* DIRECTIONS FOR THIS TASK *
Please restate the data word for word, leaving out no line.
(DATA EXCERPTS Opens)
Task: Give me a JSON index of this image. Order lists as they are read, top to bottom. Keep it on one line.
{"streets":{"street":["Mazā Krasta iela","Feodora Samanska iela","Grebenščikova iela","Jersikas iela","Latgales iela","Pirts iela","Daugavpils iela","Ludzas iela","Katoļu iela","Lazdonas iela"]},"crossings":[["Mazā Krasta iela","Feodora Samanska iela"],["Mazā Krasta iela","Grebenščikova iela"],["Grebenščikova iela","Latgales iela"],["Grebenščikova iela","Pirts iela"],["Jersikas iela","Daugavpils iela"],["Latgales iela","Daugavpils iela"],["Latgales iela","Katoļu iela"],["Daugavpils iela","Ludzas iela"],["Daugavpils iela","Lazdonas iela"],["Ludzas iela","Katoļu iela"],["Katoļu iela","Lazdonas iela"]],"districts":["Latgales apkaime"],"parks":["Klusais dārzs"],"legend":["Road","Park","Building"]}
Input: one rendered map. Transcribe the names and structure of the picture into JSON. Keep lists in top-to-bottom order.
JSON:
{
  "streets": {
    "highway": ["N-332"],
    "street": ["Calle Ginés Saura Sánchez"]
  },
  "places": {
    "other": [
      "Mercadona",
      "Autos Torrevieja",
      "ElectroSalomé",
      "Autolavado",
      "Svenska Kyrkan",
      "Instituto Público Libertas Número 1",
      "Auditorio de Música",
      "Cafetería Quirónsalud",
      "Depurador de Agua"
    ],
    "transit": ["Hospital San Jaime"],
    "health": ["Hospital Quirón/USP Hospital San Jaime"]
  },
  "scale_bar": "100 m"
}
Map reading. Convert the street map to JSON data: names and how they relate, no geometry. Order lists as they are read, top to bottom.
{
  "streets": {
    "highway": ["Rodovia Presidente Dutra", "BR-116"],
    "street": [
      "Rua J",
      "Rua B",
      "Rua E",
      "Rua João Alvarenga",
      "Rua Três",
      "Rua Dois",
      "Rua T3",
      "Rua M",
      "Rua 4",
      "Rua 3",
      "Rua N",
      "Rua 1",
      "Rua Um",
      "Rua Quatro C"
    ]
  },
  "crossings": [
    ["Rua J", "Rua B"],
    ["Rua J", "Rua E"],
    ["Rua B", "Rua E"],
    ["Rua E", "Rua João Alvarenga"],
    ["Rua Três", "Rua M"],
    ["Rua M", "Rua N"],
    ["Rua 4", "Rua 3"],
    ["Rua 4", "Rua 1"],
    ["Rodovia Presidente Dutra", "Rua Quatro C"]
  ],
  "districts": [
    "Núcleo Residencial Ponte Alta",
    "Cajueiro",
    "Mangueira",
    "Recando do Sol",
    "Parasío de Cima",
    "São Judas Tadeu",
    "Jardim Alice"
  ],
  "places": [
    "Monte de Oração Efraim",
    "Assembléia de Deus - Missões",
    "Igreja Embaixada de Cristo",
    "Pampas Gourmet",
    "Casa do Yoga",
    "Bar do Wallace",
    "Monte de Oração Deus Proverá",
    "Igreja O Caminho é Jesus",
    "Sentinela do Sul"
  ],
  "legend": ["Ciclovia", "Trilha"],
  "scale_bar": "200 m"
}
(DATA EXCERPTS Closes)
* WRITTEN RESPONSE *
Task: Give me a JSON index of this image. Order lists as they are read, top to bottom. Keep it on one line.
{"streets":{"street":["Mazā Krasta iela","Feodora Samanska iela","Grebenščikova iela","Jersikas iela","Latgales iela","Pirts iela","Daugavpils iela","Ludzas iela","Katoļu iela","Lazdonas iela"]},"crossings":[["Mazā Krasta iela","Feodora Samanska iela"],["Mazā Krasta iela","Grebenščikova iela"],["Grebenščikova iela","Latgales iela"],["Grebenščikova iela","Pirts iela"],["Jersikas iela","Daugavpils iela"],["Latgales iela","Daugavpils iela"],["Latgales iela","Katoļu iela"],["Daugavpils iela","Ludzas iela"],["Daugavpils iela","Lazdonas iela"],["Ludzas iela","Katoļu iela"],["Katoļu iela","Lazdonas iela"]],"districts":["Latgales apkaime"],"parks":["Klusais dārzs"],"legend":["Road","Park","Building"]}
Input: one rendered map. Transcribe the names and structure of the picture into JSON. Keep lists in top-to-bottom order.
JSON:
{
  "streets": {
    "highway": ["N-332"],
    "street": ["Calle Ginés Saura Sánchez"]
  },
  "places": {
    "other": [
      "Mercadona",
      "Autos Torrevieja",
      "ElectroSalomé",
      "Autolavado",
      "Svenska Kyrkan",
      "Instituto Público Libertas Número 1",
      "Auditorio de Música",
      "Cafetería Quirónsalud",
      "Depurador de Agua"
    ],
    "transit": ["Hospital San Jaime"],
    "health": ["Hospital Quirón/USP Hospital San Jaime"]
  },
  "scale_bar": "100 m"
}
Map reading. Convert the street map to JSON data: names and how they relate, no geometry. Order lists as they are read, top to bottom.
{
  "streets": {
    "highway": ["Rodovia Presidente Dutra", "BR-116"],
    "street": [
      "Rua J",
      "Rua B",
      "Rua E",
      "Rua João Alvarenga",
      "Rua Três",
      "Rua Dois",
      "Rua T3",
      "Rua M",
      "Rua 4",
      "Rua 3",
      "Rua N",
      "Rua 1",
      "Rua Um",
      "Rua Quatro C"
    ]
  },
  "crossings": [
    ["Rua J", "Rua B"],
    ["Rua J", "Rua E"],
    ["Rua B", "Rua E"],
    ["Rua E", "Rua João Alvarenga"],
    ["Rua Três", "Rua M"],
    ["Rua M", "Rua N"],
    ["Rua 4", "Rua 3"],
    ["Rua 4", "Rua 1"],
    ["Rodovia Presidente Dutra", "Rua Quatro C"]
  ],
  "districts": [
    "Núcleo Residencial Ponte Alta",
    "Cajueiro",
    "Mangueira",
    "Recando do Sol",
    "Parasío de Cima",
    "São Judas Tadeu",
    "Jardim Alice"
  ],
  "places": [
    "Monte de Oração Efraim",
    "Assembléia de Deus - Missões",
    "Igreja Embaixada de Cristo",
    "Pampas Gourmet",
    "Casa do Yoga",
    "Bar do Wallace",
    "Monte de Oração Deus Proverá",
    "Igreja O Caminho é Jesus",
    "Sentinela do Sul"
  ],
  "legend": ["Ciclovia", "Trilha"],
  "scale_bar": "200 m"
}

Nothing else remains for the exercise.